What the exercise asks:
Every line of the entries with the word "bottom" in it should be shown.
START Records for this task
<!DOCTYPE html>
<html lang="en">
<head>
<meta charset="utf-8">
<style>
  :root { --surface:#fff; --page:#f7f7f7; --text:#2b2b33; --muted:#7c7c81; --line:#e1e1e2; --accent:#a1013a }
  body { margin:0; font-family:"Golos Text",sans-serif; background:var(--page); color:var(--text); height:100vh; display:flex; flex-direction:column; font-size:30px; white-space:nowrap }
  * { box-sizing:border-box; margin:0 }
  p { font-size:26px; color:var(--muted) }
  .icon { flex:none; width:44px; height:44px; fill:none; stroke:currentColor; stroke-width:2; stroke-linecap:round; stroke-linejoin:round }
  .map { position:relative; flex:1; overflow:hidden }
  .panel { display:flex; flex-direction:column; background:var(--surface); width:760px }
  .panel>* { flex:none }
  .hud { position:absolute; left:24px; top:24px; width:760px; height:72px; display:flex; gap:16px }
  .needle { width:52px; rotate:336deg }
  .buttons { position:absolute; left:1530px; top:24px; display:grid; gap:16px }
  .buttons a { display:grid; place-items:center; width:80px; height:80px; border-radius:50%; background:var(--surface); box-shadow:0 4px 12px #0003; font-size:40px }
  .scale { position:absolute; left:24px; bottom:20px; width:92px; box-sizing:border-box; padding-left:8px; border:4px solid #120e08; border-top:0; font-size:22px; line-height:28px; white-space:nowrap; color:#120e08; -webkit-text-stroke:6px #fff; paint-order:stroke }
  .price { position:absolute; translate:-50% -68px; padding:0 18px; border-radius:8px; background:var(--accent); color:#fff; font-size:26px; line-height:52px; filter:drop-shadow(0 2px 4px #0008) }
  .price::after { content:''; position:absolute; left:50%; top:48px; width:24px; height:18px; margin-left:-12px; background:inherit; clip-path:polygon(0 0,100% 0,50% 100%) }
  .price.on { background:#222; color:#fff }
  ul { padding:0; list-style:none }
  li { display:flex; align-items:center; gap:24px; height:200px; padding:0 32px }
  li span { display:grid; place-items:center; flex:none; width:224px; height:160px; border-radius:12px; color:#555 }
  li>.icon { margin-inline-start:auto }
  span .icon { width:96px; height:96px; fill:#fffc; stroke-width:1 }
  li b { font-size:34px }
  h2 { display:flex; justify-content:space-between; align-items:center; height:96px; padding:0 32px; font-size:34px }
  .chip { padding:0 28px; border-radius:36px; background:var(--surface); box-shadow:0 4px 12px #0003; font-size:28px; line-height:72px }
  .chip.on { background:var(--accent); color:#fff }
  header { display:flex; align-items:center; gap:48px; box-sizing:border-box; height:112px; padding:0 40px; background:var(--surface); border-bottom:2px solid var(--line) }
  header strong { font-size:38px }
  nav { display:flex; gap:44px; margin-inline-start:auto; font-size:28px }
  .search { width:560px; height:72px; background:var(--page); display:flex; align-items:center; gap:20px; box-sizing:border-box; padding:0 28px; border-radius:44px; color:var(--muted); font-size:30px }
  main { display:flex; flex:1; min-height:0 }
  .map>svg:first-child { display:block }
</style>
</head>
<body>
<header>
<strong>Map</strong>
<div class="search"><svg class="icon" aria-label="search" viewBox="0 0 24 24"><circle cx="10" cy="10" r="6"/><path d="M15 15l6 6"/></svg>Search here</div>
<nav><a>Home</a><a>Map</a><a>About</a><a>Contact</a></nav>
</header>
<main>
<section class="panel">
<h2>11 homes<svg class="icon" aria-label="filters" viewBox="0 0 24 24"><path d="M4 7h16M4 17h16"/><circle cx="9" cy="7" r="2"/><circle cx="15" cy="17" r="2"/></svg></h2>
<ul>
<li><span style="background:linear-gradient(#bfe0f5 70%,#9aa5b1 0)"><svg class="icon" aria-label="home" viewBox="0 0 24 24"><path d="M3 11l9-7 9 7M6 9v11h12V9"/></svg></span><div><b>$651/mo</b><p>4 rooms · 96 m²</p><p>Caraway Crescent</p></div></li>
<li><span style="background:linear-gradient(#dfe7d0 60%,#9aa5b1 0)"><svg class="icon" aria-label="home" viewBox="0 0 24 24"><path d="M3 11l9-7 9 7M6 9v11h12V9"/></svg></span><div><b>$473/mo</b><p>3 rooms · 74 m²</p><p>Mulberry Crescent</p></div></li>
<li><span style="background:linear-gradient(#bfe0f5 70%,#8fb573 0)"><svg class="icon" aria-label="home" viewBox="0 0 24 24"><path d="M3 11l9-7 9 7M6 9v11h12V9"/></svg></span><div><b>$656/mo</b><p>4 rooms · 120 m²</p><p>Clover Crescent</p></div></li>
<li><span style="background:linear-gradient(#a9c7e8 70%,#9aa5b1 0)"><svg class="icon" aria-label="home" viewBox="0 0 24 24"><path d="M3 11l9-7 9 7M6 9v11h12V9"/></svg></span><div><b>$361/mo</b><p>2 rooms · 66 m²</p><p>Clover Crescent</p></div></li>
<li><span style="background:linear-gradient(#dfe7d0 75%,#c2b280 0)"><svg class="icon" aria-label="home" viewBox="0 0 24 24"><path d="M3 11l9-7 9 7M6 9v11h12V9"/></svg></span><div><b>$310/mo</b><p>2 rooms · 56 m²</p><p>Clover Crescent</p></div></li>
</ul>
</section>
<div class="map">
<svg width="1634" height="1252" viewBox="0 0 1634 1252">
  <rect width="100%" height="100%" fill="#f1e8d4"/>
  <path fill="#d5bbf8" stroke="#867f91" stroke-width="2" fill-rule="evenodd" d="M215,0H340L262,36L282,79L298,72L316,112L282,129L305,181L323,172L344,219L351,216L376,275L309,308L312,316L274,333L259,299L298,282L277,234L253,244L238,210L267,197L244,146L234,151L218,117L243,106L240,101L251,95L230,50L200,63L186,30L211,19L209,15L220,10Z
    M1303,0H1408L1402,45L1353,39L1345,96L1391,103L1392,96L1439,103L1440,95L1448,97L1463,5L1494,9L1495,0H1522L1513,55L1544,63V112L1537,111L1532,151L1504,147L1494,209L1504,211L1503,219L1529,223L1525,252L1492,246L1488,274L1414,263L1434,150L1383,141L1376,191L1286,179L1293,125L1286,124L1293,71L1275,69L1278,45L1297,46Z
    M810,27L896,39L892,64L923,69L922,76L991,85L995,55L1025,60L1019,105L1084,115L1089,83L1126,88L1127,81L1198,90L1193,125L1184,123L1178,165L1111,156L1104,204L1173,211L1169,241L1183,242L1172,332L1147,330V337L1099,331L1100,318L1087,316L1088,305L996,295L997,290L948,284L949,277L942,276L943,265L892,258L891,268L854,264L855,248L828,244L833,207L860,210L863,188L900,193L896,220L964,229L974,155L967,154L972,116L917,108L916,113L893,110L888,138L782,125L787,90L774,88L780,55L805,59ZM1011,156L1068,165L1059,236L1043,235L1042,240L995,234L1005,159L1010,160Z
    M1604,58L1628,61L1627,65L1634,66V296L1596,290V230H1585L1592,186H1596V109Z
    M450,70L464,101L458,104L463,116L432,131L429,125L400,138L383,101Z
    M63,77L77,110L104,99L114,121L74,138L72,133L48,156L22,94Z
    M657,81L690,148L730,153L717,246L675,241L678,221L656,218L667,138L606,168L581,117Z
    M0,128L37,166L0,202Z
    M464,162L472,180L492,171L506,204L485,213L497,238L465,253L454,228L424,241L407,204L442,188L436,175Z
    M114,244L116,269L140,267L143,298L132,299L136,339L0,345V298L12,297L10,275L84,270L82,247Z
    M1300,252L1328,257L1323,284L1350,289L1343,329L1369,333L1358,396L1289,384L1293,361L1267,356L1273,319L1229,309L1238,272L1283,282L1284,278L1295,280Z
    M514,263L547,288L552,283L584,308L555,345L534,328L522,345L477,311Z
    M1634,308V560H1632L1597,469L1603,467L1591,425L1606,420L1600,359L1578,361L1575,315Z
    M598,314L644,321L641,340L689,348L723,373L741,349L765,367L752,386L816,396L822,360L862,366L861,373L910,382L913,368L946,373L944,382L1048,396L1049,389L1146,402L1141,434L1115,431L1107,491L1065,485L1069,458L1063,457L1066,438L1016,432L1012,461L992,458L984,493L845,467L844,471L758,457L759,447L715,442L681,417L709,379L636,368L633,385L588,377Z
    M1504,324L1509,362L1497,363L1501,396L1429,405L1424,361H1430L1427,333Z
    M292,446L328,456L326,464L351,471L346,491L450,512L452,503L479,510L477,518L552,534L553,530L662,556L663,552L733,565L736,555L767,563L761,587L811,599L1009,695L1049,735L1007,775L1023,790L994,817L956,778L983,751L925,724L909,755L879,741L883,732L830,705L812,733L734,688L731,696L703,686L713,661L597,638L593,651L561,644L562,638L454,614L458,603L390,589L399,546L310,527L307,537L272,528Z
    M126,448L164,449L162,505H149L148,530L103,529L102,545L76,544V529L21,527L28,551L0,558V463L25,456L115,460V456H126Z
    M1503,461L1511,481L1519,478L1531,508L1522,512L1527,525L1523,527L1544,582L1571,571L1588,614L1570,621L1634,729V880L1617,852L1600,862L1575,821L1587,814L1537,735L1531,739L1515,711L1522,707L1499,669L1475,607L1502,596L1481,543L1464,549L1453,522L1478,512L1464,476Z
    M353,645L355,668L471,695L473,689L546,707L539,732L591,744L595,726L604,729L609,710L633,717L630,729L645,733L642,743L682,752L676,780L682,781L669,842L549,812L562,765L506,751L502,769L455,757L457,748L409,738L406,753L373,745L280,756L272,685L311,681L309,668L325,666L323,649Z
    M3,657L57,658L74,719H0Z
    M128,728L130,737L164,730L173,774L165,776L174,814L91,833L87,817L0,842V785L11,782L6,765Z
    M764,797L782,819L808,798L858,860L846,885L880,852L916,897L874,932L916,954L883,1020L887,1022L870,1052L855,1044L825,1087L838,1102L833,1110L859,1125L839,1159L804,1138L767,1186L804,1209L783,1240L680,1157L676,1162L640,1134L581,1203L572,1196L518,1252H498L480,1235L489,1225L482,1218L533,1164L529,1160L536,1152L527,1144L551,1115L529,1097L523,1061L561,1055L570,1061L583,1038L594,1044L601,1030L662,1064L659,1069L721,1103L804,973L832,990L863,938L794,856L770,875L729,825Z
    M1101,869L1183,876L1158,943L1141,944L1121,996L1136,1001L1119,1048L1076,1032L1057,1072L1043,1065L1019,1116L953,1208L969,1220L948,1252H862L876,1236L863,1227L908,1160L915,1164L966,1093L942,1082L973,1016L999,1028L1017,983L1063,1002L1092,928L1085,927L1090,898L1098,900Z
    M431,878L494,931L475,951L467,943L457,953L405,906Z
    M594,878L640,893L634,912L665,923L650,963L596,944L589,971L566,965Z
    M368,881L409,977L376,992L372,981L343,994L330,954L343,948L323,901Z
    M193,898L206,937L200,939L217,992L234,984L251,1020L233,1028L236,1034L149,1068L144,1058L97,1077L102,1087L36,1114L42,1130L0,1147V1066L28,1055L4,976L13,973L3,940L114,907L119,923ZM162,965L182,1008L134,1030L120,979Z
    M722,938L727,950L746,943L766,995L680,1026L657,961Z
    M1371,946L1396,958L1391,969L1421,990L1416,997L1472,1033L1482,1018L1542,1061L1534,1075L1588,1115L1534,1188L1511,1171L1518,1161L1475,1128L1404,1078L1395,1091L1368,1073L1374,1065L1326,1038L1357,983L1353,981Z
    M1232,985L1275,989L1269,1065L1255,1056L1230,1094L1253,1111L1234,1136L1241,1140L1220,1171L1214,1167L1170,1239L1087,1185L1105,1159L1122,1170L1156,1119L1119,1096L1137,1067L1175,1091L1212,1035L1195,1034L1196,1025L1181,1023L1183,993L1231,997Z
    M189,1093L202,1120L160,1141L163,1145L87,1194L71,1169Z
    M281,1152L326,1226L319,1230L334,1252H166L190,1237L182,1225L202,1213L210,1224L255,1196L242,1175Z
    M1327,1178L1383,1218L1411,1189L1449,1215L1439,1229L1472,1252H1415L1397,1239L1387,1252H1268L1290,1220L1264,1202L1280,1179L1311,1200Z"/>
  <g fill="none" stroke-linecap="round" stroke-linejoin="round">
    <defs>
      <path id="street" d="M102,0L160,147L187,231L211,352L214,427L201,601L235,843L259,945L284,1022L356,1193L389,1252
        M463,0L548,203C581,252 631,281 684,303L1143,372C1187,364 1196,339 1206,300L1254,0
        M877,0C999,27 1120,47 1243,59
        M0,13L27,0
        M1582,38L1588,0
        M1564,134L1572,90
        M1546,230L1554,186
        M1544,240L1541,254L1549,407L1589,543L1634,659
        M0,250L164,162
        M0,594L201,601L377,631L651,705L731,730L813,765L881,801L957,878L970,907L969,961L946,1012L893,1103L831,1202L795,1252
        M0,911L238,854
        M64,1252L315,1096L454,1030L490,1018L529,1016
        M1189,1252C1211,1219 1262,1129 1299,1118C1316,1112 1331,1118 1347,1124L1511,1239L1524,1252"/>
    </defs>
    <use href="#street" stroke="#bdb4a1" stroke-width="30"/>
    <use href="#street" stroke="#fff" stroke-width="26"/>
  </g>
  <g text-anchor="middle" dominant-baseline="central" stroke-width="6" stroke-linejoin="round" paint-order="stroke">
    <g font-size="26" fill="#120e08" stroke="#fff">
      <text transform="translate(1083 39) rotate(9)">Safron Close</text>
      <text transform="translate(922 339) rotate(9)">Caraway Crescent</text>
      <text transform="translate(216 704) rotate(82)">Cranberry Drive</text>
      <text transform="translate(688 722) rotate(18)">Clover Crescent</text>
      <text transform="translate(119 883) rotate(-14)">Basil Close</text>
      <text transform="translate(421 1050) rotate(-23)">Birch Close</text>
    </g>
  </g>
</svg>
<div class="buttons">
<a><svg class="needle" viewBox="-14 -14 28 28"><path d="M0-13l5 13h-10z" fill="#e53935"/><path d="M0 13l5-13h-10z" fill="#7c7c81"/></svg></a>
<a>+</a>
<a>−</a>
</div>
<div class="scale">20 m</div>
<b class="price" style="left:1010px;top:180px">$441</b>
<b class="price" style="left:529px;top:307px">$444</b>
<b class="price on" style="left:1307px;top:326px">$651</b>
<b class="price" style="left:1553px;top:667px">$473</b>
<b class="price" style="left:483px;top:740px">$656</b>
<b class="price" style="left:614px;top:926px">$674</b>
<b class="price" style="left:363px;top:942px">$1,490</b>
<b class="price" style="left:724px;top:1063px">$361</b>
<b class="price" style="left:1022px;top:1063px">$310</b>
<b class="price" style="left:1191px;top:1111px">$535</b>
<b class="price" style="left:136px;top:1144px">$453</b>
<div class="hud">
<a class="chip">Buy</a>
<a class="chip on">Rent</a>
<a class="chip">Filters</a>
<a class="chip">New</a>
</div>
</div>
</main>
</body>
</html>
END Records for this task
Output for this exercise:
  .scale { position:absolute; left:24px; bottom:20px; width:92px; box-sizing:border-box; padding-left:8px; border:4px solid #120e08; border-top:0; font-size:22px; line-height:28px; white-space:nowrap; color:#120e08; -webkit-text-stroke:6px #fff; paint-order:stroke }
  header { display:flex; align-items:center; gap:48px; box-sizing:border-box; height:112px; padding:0 40px; background:var(--surface); border-bottom:2px solid var(--line) }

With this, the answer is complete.